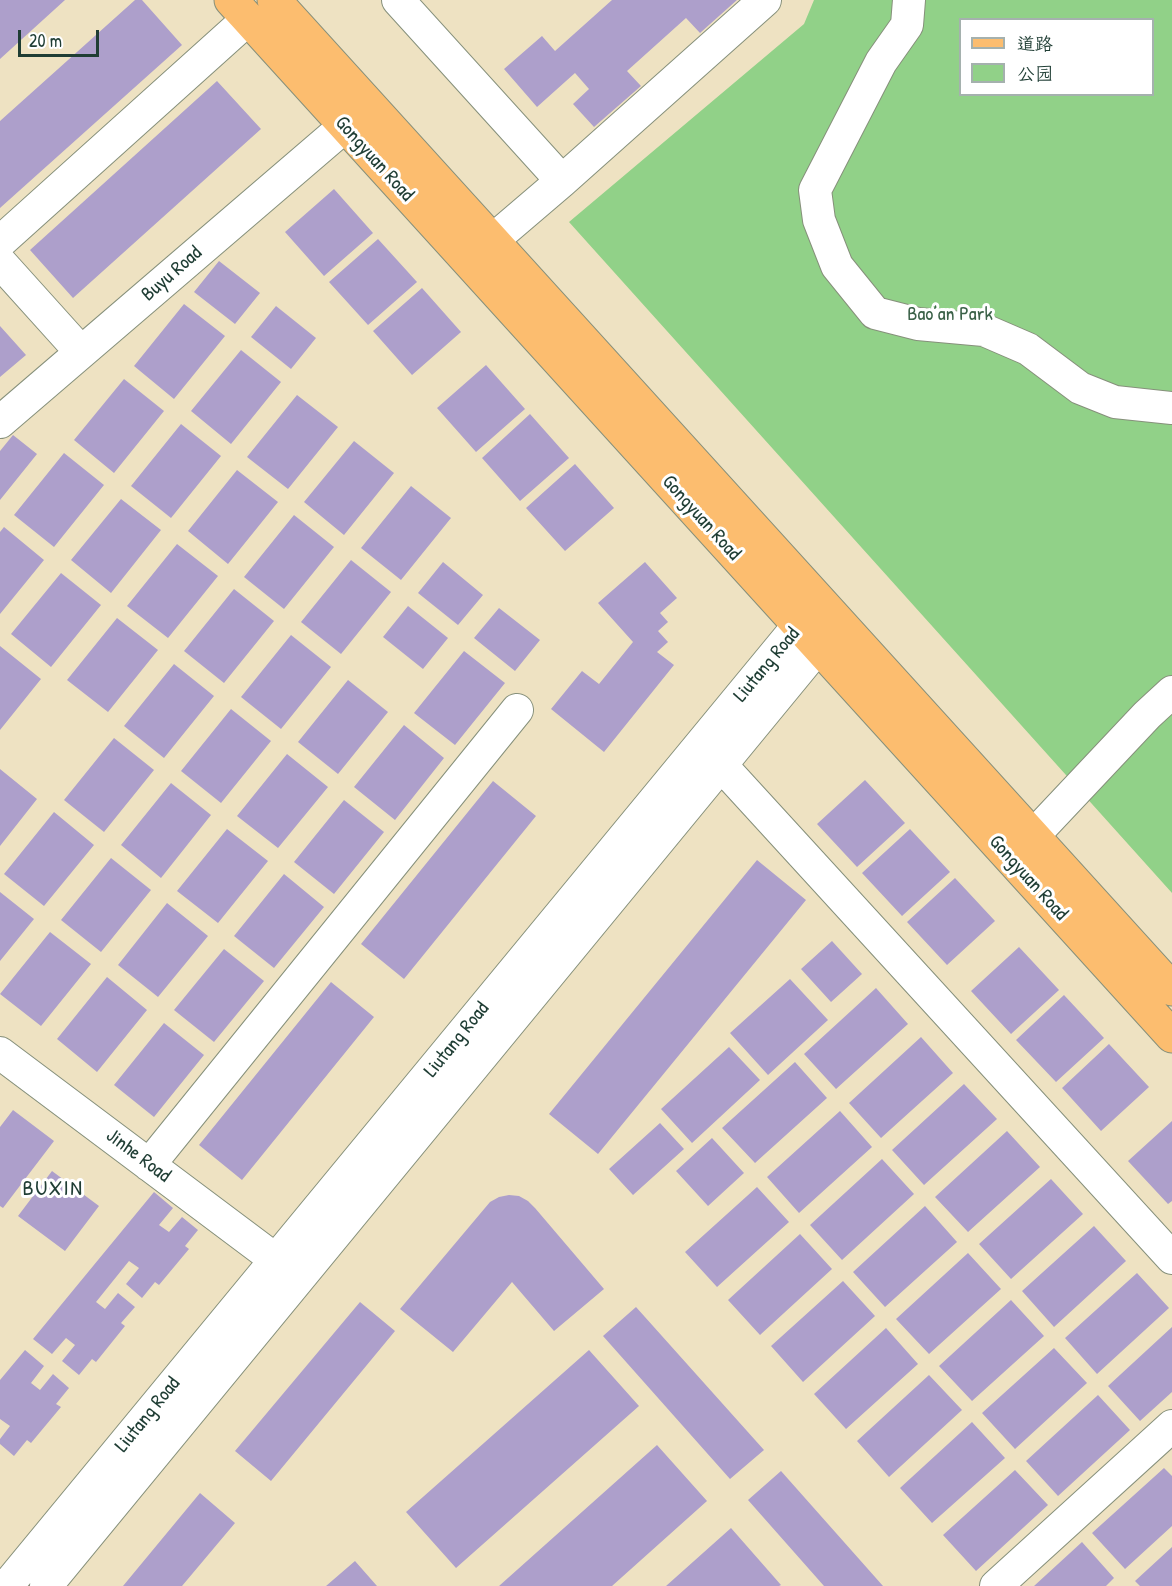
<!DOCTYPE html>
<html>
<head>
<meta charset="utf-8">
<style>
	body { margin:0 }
	#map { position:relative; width:1172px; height:1586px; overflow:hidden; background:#eee2c2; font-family:"Patrick Hand","LXGW WenKai TC",sans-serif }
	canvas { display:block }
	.legend { position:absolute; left:959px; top:18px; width:195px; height:78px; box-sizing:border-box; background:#fff; border:2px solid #a5b1ae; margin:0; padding:8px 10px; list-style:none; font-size:18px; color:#1f3d34 }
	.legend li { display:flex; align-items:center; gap:12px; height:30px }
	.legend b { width:30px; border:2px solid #a5b1ae }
	.scale { position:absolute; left:18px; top:30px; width:81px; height:27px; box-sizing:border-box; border:3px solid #1f3d34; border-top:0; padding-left:8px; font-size:18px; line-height:21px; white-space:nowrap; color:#1f3d34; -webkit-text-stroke:4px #fff; paint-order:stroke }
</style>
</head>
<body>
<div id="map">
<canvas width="1172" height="1586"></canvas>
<ul class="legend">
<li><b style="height:8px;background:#fcbd6f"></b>道路</li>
<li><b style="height:16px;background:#91d188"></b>公园</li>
</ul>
<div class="scale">20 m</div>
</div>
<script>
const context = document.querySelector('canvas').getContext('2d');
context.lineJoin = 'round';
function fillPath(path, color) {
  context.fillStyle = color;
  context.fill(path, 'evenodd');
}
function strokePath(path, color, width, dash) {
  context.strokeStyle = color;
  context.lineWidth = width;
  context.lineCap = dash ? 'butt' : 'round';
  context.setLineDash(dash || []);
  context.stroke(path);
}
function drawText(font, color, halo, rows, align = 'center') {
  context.font = font + ' "Patrick Hand",sans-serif';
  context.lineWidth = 6;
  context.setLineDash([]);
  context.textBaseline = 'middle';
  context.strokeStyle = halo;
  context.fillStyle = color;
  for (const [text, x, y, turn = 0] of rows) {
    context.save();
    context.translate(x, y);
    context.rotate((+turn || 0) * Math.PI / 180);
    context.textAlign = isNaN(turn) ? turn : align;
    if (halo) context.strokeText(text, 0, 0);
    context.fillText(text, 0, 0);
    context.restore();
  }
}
fillPath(new Path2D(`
	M814 0H1172V893L569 222 804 24ZM960 20H1152V94H960Z`), '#91d188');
fillPath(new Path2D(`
	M0 0H65L0 59Z
	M135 0H142L182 45 0 208V121Z
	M612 0H737L700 33 686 18 627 71 641 86 594 127 573 104 589 89 575 73 537 107 504 69 542 36 555 51Z
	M217 81 261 129 73 298 30 250Z
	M334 189 373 233 324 276 285 232Z
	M378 239 417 282 368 325 329 282Z
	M219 261 260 293 235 324 194 292Z
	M422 288 461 332 412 375 373 331Z
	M184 304 225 336 174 399 134 366Z
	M276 306 316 338 291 369 251 337Z
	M0 326 26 355 0 377Z
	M241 350 281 382 231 444 191 411Z
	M486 365 525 409 476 452 437 408Z
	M124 379 164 411 114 473 74 440Z
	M297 395 338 427 288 489 247 457Z
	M530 414 569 458 520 501 482 458Z
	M181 424 221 456 171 518 131 486Z
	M13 435 37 454 0 500V451Z
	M354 441 394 473 344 535 304 502Z
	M64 453 104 485 54 547 14 515Z
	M575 464 614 508 565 551 526 508Z
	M237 470 278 502 228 564 188 531Z
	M411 486 451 518 401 580 361 548Z
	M121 499 161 530 111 593 71 560Z
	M294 515 334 547 284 609 244 577Z
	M4 527 44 560 0 614V532Z
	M177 544 218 576 168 638 127 606Z
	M351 560 391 592 341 654 301 622Z
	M443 562 483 595 458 625 418 593Z
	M645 562 677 598 660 613 668 622 658 631 668 642 657 652 674 665 604 752 551 709 582 671 599 684 633 642 598 603Z
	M61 573 101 605 51 667 11 634Z
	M234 589 274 621 224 683 184 651Z
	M408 606 448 638 423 669 383 637Z
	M499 608 540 640 515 671 474 638Z
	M117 618 158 650 108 712 67 680Z
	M291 635 331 667 281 729 241 697Z
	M0 646 41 679 0 730Z
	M464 651 505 683 455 745 414 713Z
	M174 664 214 696 164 758 124 726Z
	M348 680 388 712 338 774 298 742Z
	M231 709 271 741 221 803 181 771Z
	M404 725 444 758 395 820 354 787Z
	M114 738 154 770 104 832 64 800Z
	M287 754 328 787 278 848 237 816Z
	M0 769 37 799 0 846Z
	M865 780 905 823 857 867 817 824Z
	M493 781 536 816 404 979 361 944Z
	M171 783 211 815 161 878 121 845Z
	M344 800 384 832 334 894 294 862Z
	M54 812 94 845 44 906 4 874Z
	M227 829 268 861 218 923 177 891Z
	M910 829 950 872 902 916 862 873Z
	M111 858 151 890 101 952 61 920Z
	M757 860 806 900 598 1154 549 1114Z
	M284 874 324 907 274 968 234 936Z
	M955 878 995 921 947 965 907 922Z
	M0 892 34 919 0 961Z
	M167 903 208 936 158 997 118 965Z
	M50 932 91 964 41 1026 0 994Z
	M832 941 862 974 831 1002 801 969Z
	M1019 947 1059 990 1011 1034 971 991Z
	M224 949 264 981 214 1042 174 1010Z
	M107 977 147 1010 97 1072 57 1039Z
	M790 979 828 1020 768 1075 730 1033Z
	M331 982 374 1017 242 1180 199 1145Z
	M876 988 908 1024 836 1089 804 1054Z
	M1064 995 1104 1038 1056 1082 1016 1040Z
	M164 1023 204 1055 154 1117 114 1085Z
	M921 1037 953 1073 881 1138 849 1103Z
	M1109 1044 1149 1087 1101 1131 1062 1088Z
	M729 1047 760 1080 692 1143 661 1109Z
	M795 1062 827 1098 755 1163 722 1128Z
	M964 1084 997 1119 924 1185 892 1150Z
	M13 1110 54 1141 3 1208 0 1206V1127Z
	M840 1111 872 1147 799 1213 767 1177Z
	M1172 1121V1201L1168 1204 1128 1161Z
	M660 1123 684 1149 633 1195 609 1169Z
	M1007 1131 1040 1167 968 1232 935 1197Z
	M712 1138 744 1173 708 1206 676 1171Z
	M882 1159 914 1194 842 1260 810 1225Z
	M52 1171 99 1206 65 1251 18 1216Z
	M1051 1179 1083 1214 1011 1279 979 1244Z
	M757 1187 789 1222 717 1287 685 1252Z
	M154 1192 173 1208 159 1225 169 1232 182 1217 198 1230 185 1246 189 1249 159 1285 155 1282 142 1298 126 1284 139 1268 129 1261 96 1302 105 1309 118 1293 135 1307 121 1323 125 1326 96 1362 92 1359 79 1375 62 1361 75 1345 66 1338 52 1354 33 1339Z
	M509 1195 519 1196 528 1201 535 1208 604 1289 554 1331 512 1282 453 1352 400 1309 490 1202 499 1197Z
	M925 1206 957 1242 885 1307 853 1272Z
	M1094 1226 1126 1261 1054 1327 1022 1291Z
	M800 1234 832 1269 760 1335 728 1300Z
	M968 1253 1001 1289 929 1354 896 1319Z
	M1137 1273 1169 1308 1097 1374 1065 1338Z
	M843 1281 875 1316 803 1382 771 1346Z
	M1011 1300 1044 1336 972 1401 939 1366Z
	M360 1302 395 1331 271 1481 235 1451Z
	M636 1307 764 1450 730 1479 603 1336Z
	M1172 1327V1392L1140 1421 1108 1386Z
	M886 1328 918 1364 846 1429 814 1394Z
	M1054 1348 1087 1383 1015 1449 982 1413Z
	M25 1350 44 1366 31 1383 40 1390 53 1374 69 1388 56 1404 61 1407 31 1443 27 1440 14 1456 0 1444V1439L10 1426 0 1419V1380Z
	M589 1350 639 1406 456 1568 406 1512Z
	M929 1375 962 1410 889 1477 857 1441Z
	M1098 1395 1130 1430 1058 1496 1026 1461Z
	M972 1422 1005 1458 932 1523 900 1488Z
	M657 1445 707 1501 612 1586H499Z
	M1164 1468 1172 1476V1526L1125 1569 1092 1533Z
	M1015 1470 1048 1505 976 1571 943 1535Z
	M781 1471 883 1586H824L748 1500Z
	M200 1493 235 1523 182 1586H123Z
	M731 1528 781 1585 779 1586H666Z
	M1082 1542 1114 1578 1106 1586H1034Z
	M1172 1547V1586H1140L1135 1581Z
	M355 1561 377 1586H326Z`), '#ad9fcb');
const minor = new Path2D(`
	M398 0 562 181
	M909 0 907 25 881 62 815 190 819 220 837 266 875 313 918 324 984 330 1028 349 1080 388 1115 402 1172 408
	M0 242 248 19
	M473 257 562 181 765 0
	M0 262 81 352
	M0 422 345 126
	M721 765 1172 1258
	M1033 836 1147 715 1172 692
	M0 1053 276 1260
	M149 1165 517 710
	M7 1586 799 625 823 614
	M46 1586 818 647 826 623
	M996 1586 1172 1426`);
const major = new Path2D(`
	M231 0 1172 1036
	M274 0 1172 989`);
strokePath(minor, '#86907b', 34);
strokePath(major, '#86907b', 35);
strokePath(minor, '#fff', 32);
strokePath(major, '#fcbd6f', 33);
drawText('20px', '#1f3d34', '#fff', [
	["Gongyuan Road",374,159,48],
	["Buyu Road",172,274,-41],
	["Gongyuan Road",701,518,48],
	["Liutang Road",767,665,-50],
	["Gongyuan Road",1028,878,48],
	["Liutang Road",457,1040,-51],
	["Jinhe Road",138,1156,37],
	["Liutang Road",148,1415,-51]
]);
drawText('20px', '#3c6249', '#fff', [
	["Bao’an Park",950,315]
]);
context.letterSpacing = '1.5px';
drawText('22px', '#1f3d34', '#fff', [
	["BUXIN",53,1189]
]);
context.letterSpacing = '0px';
</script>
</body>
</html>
——
▸ What you will do:
Tell how many lines in the data above hold "lineWidth". Nothing but the number.

▸ Exercise response:
2